The DGA process was developed by The Fluor Corp. in the 1950s, which called the process the Econamine Process. The advantage of DGA over MEA appears to be the lower solution circulation rate owing to the higher solvent concentration, resulting in higher acid gas pickup per volume of solution circulated. This yields capital savings, as the regeneration equipment is smaller for DGA than for MEA. Disadvantages appear to be degradation of the chemical with CO2 and greater solubility of heavier hydrocarbons in the solution, as compared to MEA. This is a serious drawback if the acid gas stream is fed to a Claus plant, as additional air is required for the combustion of the hydrocarbons. Also, this dilutes the sulfur compounds in the sulfur recovery train. Solution strength is on the order of 50 to 70% by weight of DGA in water, with mol loadings in the range of 0.3 to 0.4 moles of acid gas per mole of DGA circulated. The DGA process train usually includes a reclaimer.
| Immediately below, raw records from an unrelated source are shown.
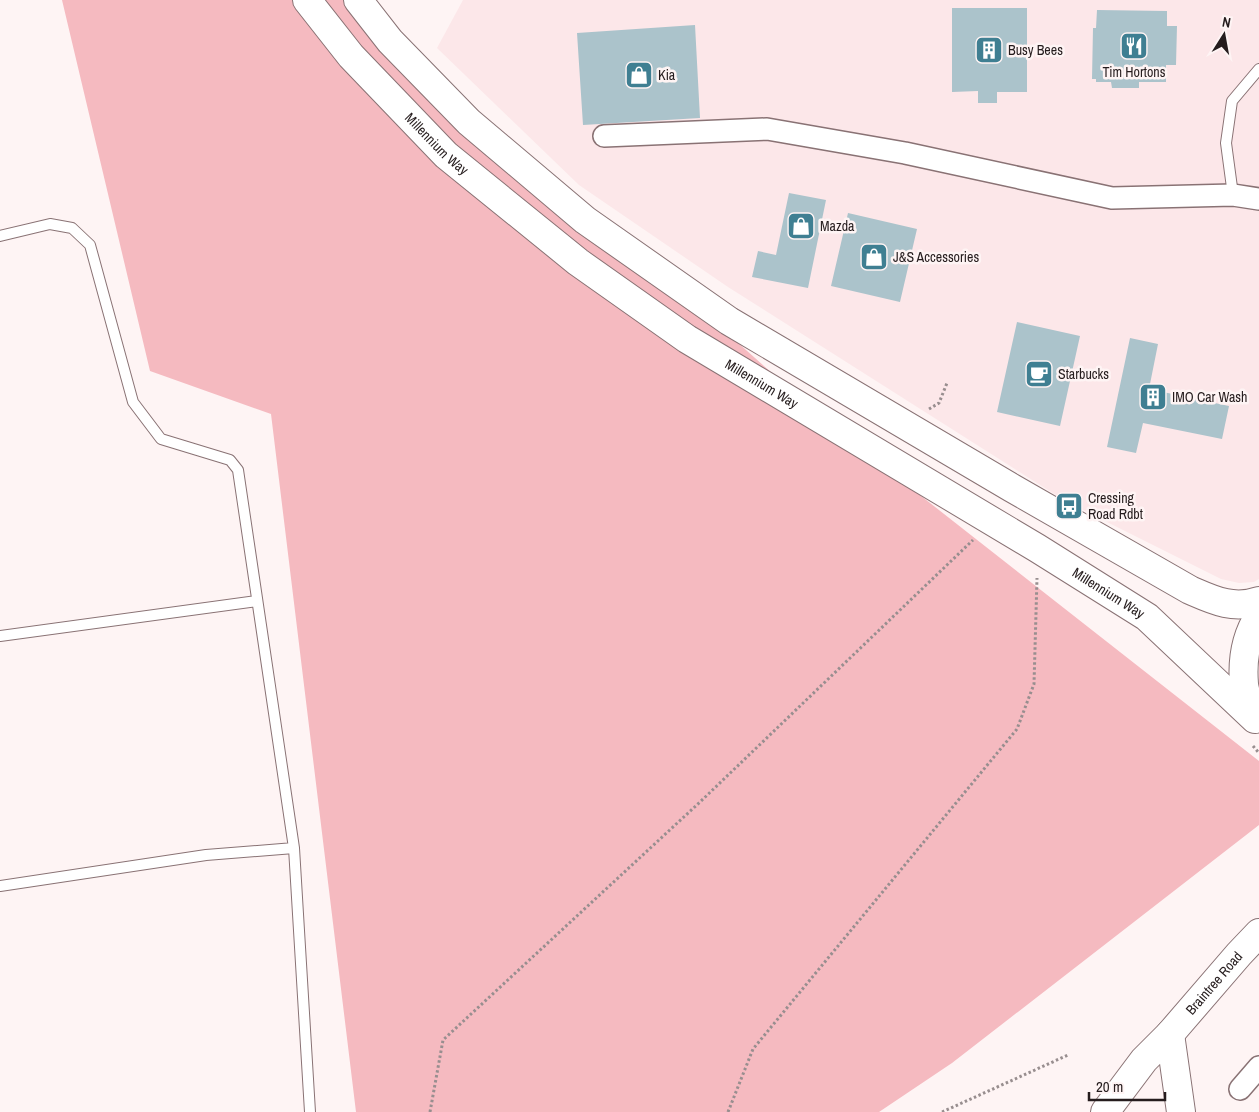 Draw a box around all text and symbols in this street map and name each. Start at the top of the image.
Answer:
north arrow [1199,10,1249,60]
text: N [1221,13,1232,32]
restaurant icon: Tim Hortons [1119,31,1149,61]
building icon: Busy Bees [974,35,1004,65]
place label: Busy Bees [1008,41,1063,59]
shop icon: Kia [624,60,654,90]
place label: Tim Hortons [1103,63,1166,81]
place label: Kia [658,66,676,84]
street label: Millennium Way [401,109,472,179]
shop icon: Mazda [786,211,816,241]
place label: Mazda [820,217,855,235]
shop icon: J&S Accessories [859,242,889,272]
place label: J&S Accessories [893,248,979,266]
street label: Millennium Way [722,355,802,413]
cafe icon: Starbucks [1024,359,1054,389]
place label: Starbucks [1058,365,1109,383]
building icon: IMO Car Wash [1138,382,1168,412]
place label: IMO Car Wash [1172,388,1248,406]
place label: Cressing Road Rdbt [1088,489,1143,523]
bus stop icon: Cressing Road Rdbt [1054,491,1084,521]
street label: Millennium Way [1069,564,1148,622]
street label: Braintree Road [1182,948,1246,1018]
scale bar [1089,1070,1165,1102]
text: 20 m [1096,1076,1123,1097]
 DEA became a popular sour gas treating solvent in the 1960s after it was developed for such application in France. It can be used at higher concentrations than MEA. DEA has the advantage of picking up more acid gas per solution volume circulated, thus effecting some energy saving in circulation and regeneration. It does not form the nonregenerative products with COS and CS2 as is the case with MEA, which is another advantage over MEA. DEA is also generally less corrosive than MEA. Solution strength is usually in the 25 to 40% range, with mol loadings of 0.35 to 0.63.
This secondary amine is not used by itself as a sweetening solvent but is part of the Sulfinol solvent formulation.
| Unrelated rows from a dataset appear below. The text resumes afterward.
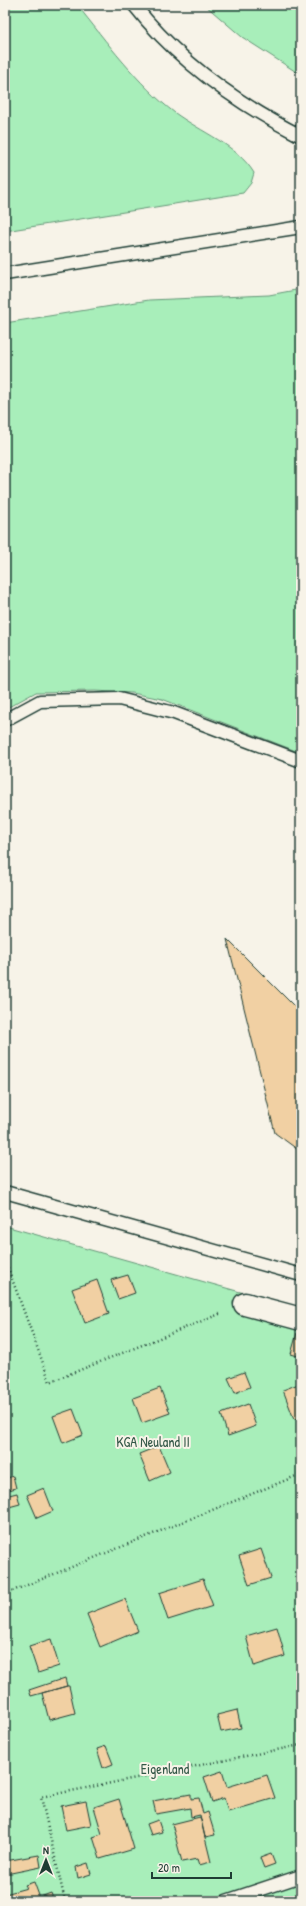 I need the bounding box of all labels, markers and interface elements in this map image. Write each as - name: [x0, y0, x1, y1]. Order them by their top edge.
- park label: KGA Neuland II: [116, 1432, 190, 1451]
- park label: Eigenland: [141, 1759, 190, 1779]
- north arrow: [26, 1840, 66, 1880]
- text: N: [43, 1843, 49, 1857]
- scale bar: [152, 1854, 231, 1880]
- text: 20 m: [158, 1859, 180, 1876]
TEA is not in general use for gas sweetening.
 MDEA reacts more slowly with CO2 than the previously described amines. It forms a slightly different salt with CO2 from those of the other amines, at a lower rate of reaction. The difference in the rates of reaction with H2S and CO2 gives MDEA a desirable feature over other amines, namely selectivity of H2S over CO2. This is an attractive feature in cases where it is not necessary to remove all the CO2 from the gas stream. By leaving some of the CO2 in the natural gas, the circulation rate of the solution can be reduced, or the treating capacity of an existing unit can be increased with MDEA as compared with DEA.
MDEA concentrations are on the order of 30 to 50% by weight, with mol loadings of 0.40 to 0.55 moles acid gas per mol of amine. As a tertiary amine, MDEA is naturally a weaker base and is therefore less corrosive than the primary and secondary amines. The energy required for regeneration is also less than the requirement for the other amines.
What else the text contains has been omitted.